Is it democracy? Is that where the fault lies, if such it be? Brexit was a democratic decision, albeit narrowly. Trump was elected by enough of the people, at any rate, to satisfy the ground rules of American democracy. Is democracy – the will of the people – inherently fallible?
Henrik Ibsen seems to have thought so. ‘The majority is never right. Never, I tell you.’ Anti-democrats from ancient times onwards have always feared so, and for the same reason as Ibsen. ‘For who are the people that make up the biggest proportion of the population – the intelligent ones or the fools?’ (This is Dr Stockmann in An Enemy of the People.) We have ample reason to think that many of those who voted for Brexit did so for ‘foolish’ reasons: misinformed, irrelevant to the main issue, or stupid in other ways. The same can also probably be said for the other side; but because they were mainly more intellectual (not the same of course as intelligent) they’ve been better able to spot and point out the fallacies coming from the other side.
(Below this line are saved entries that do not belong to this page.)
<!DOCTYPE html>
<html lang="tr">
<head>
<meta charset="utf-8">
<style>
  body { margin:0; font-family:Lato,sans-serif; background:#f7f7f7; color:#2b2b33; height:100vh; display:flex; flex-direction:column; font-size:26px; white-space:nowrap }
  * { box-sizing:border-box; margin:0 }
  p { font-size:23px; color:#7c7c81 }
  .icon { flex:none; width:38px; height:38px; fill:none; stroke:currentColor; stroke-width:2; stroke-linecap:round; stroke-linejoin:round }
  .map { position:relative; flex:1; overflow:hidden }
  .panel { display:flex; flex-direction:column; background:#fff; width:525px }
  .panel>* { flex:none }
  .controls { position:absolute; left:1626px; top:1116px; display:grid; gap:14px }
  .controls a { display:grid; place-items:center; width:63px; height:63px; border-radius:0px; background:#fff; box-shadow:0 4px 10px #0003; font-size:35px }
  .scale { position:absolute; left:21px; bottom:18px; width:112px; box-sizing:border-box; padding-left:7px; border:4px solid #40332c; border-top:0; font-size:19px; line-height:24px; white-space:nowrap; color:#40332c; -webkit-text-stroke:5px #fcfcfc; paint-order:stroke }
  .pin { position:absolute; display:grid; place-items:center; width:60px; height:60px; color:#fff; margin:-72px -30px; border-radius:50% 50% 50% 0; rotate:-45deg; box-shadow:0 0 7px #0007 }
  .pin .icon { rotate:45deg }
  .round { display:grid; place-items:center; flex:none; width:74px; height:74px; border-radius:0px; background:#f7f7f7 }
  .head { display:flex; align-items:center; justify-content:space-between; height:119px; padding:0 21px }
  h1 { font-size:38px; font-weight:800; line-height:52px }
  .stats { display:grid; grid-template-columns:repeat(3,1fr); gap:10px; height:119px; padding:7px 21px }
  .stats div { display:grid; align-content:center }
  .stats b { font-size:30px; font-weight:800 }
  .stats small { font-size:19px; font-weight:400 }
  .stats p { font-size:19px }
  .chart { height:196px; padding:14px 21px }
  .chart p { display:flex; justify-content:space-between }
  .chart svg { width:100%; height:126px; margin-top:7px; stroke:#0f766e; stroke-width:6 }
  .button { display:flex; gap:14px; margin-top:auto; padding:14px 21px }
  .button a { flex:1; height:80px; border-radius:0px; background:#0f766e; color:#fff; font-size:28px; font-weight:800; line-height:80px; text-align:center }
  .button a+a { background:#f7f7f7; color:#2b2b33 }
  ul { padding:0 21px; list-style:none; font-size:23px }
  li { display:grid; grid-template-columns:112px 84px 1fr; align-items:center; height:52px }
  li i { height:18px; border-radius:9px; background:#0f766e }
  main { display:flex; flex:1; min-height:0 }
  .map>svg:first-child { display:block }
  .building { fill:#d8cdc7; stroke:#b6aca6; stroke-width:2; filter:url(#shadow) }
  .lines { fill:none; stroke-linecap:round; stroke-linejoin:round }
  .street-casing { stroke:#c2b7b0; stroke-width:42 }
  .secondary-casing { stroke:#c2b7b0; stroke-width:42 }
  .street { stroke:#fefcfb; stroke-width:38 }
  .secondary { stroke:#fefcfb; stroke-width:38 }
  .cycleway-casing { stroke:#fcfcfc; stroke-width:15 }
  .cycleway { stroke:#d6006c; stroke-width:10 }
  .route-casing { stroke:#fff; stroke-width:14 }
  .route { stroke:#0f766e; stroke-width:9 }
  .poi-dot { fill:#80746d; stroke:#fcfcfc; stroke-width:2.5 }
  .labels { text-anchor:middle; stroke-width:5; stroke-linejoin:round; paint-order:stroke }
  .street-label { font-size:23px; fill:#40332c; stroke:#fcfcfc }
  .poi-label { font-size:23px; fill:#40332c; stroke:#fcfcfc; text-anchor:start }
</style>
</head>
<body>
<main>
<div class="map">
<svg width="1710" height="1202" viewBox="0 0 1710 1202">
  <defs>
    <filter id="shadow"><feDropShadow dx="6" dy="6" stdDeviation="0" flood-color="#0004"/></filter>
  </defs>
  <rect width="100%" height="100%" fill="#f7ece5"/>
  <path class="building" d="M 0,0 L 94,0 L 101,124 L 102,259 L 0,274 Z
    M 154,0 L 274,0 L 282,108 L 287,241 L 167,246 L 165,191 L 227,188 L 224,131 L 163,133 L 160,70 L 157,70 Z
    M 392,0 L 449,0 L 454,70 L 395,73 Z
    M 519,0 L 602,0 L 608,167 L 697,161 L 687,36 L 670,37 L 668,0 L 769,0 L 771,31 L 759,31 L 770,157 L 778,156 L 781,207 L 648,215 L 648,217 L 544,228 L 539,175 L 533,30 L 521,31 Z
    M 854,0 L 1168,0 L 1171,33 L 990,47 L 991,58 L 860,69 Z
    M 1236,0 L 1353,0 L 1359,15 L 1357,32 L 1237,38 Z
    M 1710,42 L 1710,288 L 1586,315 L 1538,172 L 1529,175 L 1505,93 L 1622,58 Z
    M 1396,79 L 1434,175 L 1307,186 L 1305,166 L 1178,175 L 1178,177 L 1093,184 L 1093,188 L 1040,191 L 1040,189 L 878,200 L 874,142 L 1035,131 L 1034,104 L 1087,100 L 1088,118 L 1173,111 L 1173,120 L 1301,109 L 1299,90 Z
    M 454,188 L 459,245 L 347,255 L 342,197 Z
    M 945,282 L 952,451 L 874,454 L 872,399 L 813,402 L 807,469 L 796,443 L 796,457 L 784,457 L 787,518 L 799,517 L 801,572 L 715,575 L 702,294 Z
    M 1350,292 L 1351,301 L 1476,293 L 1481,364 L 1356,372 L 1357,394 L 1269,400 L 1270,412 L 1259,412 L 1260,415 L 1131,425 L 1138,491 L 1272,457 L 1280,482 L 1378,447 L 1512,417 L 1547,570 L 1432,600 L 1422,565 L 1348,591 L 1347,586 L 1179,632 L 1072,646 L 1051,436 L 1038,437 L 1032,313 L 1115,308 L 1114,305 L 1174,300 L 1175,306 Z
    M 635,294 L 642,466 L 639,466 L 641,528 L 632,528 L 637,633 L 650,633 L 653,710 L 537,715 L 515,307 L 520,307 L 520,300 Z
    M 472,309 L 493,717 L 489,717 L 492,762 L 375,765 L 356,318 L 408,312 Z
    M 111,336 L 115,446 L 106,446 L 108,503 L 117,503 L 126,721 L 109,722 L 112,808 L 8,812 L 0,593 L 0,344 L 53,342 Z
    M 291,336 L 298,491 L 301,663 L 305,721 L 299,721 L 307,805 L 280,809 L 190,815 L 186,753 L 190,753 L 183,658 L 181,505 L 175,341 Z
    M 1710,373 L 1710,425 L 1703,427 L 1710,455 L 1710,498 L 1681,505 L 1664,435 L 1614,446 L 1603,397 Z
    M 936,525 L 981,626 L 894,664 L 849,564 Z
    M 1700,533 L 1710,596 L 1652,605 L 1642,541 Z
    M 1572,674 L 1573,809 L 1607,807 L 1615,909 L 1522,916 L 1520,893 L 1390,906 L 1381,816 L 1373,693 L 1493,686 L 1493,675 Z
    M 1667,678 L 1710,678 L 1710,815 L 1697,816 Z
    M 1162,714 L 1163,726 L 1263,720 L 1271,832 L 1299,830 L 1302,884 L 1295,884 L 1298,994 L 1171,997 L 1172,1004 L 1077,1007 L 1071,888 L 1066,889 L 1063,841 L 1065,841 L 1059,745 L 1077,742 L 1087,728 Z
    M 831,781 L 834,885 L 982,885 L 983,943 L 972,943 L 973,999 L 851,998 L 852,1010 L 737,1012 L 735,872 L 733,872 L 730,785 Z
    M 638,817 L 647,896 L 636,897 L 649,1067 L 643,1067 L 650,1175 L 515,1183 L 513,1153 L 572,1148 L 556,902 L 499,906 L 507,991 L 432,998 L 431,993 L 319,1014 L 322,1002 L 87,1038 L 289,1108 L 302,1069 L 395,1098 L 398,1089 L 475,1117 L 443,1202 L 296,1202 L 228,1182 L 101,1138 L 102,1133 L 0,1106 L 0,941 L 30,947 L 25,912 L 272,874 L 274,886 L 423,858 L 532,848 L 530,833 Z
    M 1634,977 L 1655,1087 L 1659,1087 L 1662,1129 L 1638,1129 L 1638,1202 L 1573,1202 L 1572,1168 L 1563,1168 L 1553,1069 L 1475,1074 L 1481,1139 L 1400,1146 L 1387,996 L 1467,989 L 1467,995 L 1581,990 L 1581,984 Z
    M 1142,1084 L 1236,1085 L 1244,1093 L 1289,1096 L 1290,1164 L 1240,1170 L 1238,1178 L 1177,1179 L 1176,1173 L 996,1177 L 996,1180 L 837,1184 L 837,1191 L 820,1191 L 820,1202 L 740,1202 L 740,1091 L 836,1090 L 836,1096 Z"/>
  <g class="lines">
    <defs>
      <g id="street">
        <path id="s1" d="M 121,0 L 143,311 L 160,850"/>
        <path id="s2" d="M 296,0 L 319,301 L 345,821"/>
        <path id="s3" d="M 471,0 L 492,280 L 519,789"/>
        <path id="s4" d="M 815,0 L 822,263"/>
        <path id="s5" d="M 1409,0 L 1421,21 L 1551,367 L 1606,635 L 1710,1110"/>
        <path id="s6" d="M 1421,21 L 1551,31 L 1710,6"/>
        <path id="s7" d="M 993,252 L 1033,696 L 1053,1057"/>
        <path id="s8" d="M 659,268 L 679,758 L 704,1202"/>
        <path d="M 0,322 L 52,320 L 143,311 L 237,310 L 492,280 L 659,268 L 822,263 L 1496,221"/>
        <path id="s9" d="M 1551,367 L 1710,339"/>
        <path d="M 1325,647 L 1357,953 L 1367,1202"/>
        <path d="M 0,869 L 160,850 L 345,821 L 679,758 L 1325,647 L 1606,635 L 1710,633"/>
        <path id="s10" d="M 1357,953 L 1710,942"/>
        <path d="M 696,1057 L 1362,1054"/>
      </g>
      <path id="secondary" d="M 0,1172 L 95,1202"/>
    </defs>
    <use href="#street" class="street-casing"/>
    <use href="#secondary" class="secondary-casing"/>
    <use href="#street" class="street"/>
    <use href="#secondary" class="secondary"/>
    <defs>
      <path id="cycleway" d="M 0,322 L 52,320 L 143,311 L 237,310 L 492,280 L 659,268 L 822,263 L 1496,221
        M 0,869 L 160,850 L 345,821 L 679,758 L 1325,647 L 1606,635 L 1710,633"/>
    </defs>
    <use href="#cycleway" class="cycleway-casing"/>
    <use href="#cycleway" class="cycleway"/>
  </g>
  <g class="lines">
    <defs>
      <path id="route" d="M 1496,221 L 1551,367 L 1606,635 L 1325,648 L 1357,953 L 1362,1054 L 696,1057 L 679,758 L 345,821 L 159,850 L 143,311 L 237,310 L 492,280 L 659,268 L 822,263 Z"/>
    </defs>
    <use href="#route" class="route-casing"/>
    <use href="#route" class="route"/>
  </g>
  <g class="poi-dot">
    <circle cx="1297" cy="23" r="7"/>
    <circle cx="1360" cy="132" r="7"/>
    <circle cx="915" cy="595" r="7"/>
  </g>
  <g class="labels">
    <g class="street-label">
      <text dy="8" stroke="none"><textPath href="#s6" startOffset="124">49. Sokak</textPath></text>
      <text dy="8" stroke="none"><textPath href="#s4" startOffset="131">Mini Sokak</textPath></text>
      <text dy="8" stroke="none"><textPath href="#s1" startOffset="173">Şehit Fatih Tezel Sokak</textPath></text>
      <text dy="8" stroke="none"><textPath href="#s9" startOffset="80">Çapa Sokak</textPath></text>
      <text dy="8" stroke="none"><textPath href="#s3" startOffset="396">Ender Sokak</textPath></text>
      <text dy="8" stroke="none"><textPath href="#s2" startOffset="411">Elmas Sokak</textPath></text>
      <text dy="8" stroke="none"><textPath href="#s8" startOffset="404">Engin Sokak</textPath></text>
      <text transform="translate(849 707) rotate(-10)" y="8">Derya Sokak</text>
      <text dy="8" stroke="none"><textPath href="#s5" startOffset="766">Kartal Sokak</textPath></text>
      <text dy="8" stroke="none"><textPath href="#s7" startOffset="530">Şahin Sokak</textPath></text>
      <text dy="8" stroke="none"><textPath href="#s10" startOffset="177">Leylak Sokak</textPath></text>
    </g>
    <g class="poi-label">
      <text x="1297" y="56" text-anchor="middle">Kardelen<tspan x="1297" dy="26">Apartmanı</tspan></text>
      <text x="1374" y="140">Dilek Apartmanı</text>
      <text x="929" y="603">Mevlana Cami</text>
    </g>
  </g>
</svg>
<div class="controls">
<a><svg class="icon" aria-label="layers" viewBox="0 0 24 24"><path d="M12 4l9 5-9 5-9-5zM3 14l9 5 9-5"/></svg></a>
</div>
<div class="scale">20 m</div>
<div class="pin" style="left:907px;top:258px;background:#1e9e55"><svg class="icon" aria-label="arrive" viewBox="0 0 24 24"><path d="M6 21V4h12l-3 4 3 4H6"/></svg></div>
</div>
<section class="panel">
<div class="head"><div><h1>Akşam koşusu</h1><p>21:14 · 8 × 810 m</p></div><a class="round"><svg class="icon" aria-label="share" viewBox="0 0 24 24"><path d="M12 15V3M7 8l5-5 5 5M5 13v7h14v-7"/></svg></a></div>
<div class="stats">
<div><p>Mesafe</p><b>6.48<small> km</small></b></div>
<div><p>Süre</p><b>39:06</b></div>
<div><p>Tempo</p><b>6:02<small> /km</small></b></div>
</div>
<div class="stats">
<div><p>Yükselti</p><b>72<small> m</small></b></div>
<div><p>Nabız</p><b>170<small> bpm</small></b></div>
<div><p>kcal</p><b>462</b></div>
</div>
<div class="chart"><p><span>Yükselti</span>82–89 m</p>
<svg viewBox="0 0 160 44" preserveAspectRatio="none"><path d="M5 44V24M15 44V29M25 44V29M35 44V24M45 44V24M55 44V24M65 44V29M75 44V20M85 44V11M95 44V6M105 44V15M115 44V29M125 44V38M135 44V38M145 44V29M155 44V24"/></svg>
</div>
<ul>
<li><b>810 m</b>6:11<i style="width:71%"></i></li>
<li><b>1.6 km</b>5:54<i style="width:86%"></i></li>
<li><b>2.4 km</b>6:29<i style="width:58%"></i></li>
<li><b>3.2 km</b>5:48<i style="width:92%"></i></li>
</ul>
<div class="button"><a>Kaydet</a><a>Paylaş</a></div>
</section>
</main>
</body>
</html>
Which is only to say that majorities are not to be depended upon on anything. Relying on them, even to express their own wishes, let alone their best interests, can have unfortunate and even fearsome outcomes. The best you can probably say for democracy is that – as Churchill once put it – it is ‘the worst system of government: apart from all the rest’.
But it can be refined. One of the problems with our present Anglo-American so-called democracies is that they are crude. Votes are taken infrequently, and counted and represented through a method that doesn’t necessarily reflect the real desires of the voters. In both Britain and America this is mainly the fault of the ‘first past the post’ constituency system, which – as in the present and all recent British cases – can endow parties that garner only minorities of voters overall with disproportionate power. Proportional representation, modified in order to represent local interests too, would solve this: albeit at the cost of perpetual coalitions, which would force governments to compromise in line with the popular will. (I’ve written about this before: https://bernardjporter.com/2016/02/29/first-past-the-post/.) Even when referenda are called on ‘single issues’, those issues are usually muddied with others, as was clearly the case in the Brexit referendum, when many people voted not so much on the European issue as because they were dissatisfied with ‘austerity’, or resented extra-European immigration, or were fed up with the Conservatives, or with ‘Westminster government’ generally. (See https://bernardjporter.wordpress.com/2016/06/16/is-it-really-about-the-eu/)
Furthermore, often the information supplied to the electorate in order to guide their choices is unreliable, due to lies and deception (that £350 billion for the NHS; our unfree press is of course much to blame for this); or to simple ignorance on the part of the general population; compounded by no less ignorance on the part of the ‘experts’ arguing for one side or another. Who really knew what the effects of Brexit would be? I was a pretty well-briefed Remainer, but have been as surprised as anyone by some of the outcomes of the vote. It’s only now that the true implications of Brexit can be glimpsed. Wouldn’t it be better to have a new vote on the basis of this new knowledge, than still to rely on a vote taken in almost total ignorance? The argument, by Brexiteers, that this would be ‘undemocratic’ because the ‘will of the people’ has already been expressed is self-evidently risible. Any true democracy should be able, firstly, to decide issues on the basis of full and untainted evidence, and, secondly, to change its mind. That’s the problem with the crude, direct, instantaneous form of democracy that was represented by the referendum.
Actually our (British) system of government, deficient as it is in many regards but wise in this one, was supposed to deal with just this problem by making it obligatory for acts of state to be effected only after several debates and votes in Parliament, and then with the possibility of their being withdrawn later on. Certainly that applied, and should apply, to existential acts of state, which EU withdrawal clearly is. At the time of the EU referendum a majority of MPs were Remainers, and would have voted that way in the Parliamentary debates that followed if they had not voluntarily given up their constitutional right to do so. So the ‘checks and balances’ implicit in the British constitution were set at nought. That was because our Right-wing press would have called them ‘traitors’ and ‘undemocratic’ if they hadn’t. In fact the probable result of any Parliamentary resistance would have been another general election, with new MPS elected partly on their attitudes to Europe; but after a more intelligent public debate, and probably a new general election on the basis of that. If Corbyn had won that election, or come as close as he did in the last one, he would have recruited thousands of young voters, endowed with a new interest and confidence in politics, who would probably have turned the tables on the Brexiteers. It’s well known that the young were mainly Remainers, but were out-voted by us old crusties. (See https://bernardjporter.com/2017/08/06/the-old-have-shafted-the-young/.) A democracy that doesn’t represent those citizens who are most likely to be affected by its decisions – my generation will all be dead by the time Brexit really hits home – isn’t a true democracy at all.
So it isn’t democracy that’s to blame, per se. Only the present forms of it. True democracy requires ‘checks and balances’. The US system is supposed to have these. Let’s see if they can work any better than ours.